Also, any drawbacks you are aware of would be a great asset too. 
With the rotating wings, i think it should be able to back drag quite well?

thank you!


----------



## pooleo8

my buddy use his old ass farm tractor for a stretch of residential along his road. Its an Allis Chamers (spl)? and hes got a blower on the back, PTO driven. This thing is like 12 wide and 3-4 feet tall. It makes quick work of any storm around here. He also has the added convenience of blowing the snow rather than pushing it, building piles and possibly tearing up the ground. That thing blows snow 5 feet to 50 feet or more if he really cranks it out. Perahps getting something with a pto will give you an option for a blower and keep an option for a blade.


----------



## Plow man Foster

We use some pretty big equipment Like pay loaders to skid steers. The reason we use them is because of the capacity (of snow) they can push and Contain at one time! 

Now Residentials There really isnt a specific place that snow NEEDS to be put!! But in a Commercial lot we need to have snow in a specific section of the property. And With a Truck its Really hard to do that! opposed to a Loader. A loader is Faster! 

Honestly no one will be able to tell you how much faster it will be for you, because it all depends on your experience and Setup on the loader. a Kage innovation is Really nice and really speeds my crew up! 

Also with a Loader you will make money in between storms moving piles back.. I dare you to try doing This with your plow! Half way through the season we Make BIGGGGG money moving piles back at small trailer parks, And even some work from fellow plowers. 

We service 5 Subdivisions within a 2 mile radius And A couple other lots in the area so we just leave our loaders in a lot then use then use them to do all the lots.
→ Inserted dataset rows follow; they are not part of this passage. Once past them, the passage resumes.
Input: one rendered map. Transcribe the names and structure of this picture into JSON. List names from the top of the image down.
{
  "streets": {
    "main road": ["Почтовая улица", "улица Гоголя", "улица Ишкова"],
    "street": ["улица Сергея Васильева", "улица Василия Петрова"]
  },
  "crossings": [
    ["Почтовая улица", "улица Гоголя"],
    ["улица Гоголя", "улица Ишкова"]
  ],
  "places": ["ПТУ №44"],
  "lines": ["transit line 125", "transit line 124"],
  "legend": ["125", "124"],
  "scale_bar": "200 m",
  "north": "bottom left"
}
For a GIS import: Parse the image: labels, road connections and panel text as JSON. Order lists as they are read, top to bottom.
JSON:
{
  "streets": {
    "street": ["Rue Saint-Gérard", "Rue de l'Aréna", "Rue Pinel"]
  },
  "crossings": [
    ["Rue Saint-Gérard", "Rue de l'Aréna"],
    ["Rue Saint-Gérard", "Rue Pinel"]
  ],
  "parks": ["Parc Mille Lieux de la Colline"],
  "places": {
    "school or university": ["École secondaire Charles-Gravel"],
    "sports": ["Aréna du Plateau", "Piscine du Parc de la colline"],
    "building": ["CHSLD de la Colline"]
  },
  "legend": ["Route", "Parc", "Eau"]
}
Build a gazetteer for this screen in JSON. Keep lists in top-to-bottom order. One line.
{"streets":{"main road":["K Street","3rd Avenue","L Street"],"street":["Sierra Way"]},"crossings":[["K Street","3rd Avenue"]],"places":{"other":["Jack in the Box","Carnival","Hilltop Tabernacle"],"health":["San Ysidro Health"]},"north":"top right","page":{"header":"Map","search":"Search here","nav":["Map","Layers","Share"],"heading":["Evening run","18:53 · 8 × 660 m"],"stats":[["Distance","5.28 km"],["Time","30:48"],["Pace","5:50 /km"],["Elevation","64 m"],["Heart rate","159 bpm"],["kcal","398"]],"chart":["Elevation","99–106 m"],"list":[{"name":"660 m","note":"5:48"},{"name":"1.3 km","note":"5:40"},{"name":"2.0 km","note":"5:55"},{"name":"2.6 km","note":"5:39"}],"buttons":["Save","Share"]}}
If you want You can Rent a Machine at CAT and try it out. All the money you spend renting, goes towards a purchase of a Cat machine....Thats what we did!


----------



## Brian Young

An AG type tractor does ok but only using a 10ft push box I dont think is going to be "twice as fast" as a truck with a V blade. A loader, pay loader, wheel loader or a articulating loader, what ever you want to call them is going to be the best as far as moving the most snow. We do a big box store and since buying a front loader it took the place of 3-4 trucks.


----------



## JD Dave

Brian Young;1298981 said:


> An AG type tractor does ok but only using a 10ft push box I dont think is going to be "twice as fast" as a truck with a V blade. .


It's a 10 ft Snowing type blade so unless you've used one how do you really know?


----------



## basher

Brian Young;1298981 said:


> An AG type tractor does ok but only using a 10ft push box I dont think is going to be "twice as fast" as a truck with a V blade.
> 
> Vees are really inefficient at moving snow, any of the DD expanding wing blades, Snowdogg's Xp or Snoway's 29R will move as much as twice the snow or more.
> 
> . We do a big box store and since buying a front loader it took the place of 3-4 trucks.


So you are saying they are 3 to 4 times as fast as a truck??


----------



## Plow man Foster

basher;1299012 said:


> So you are saying they are 3 to 4 times as fast as a truck??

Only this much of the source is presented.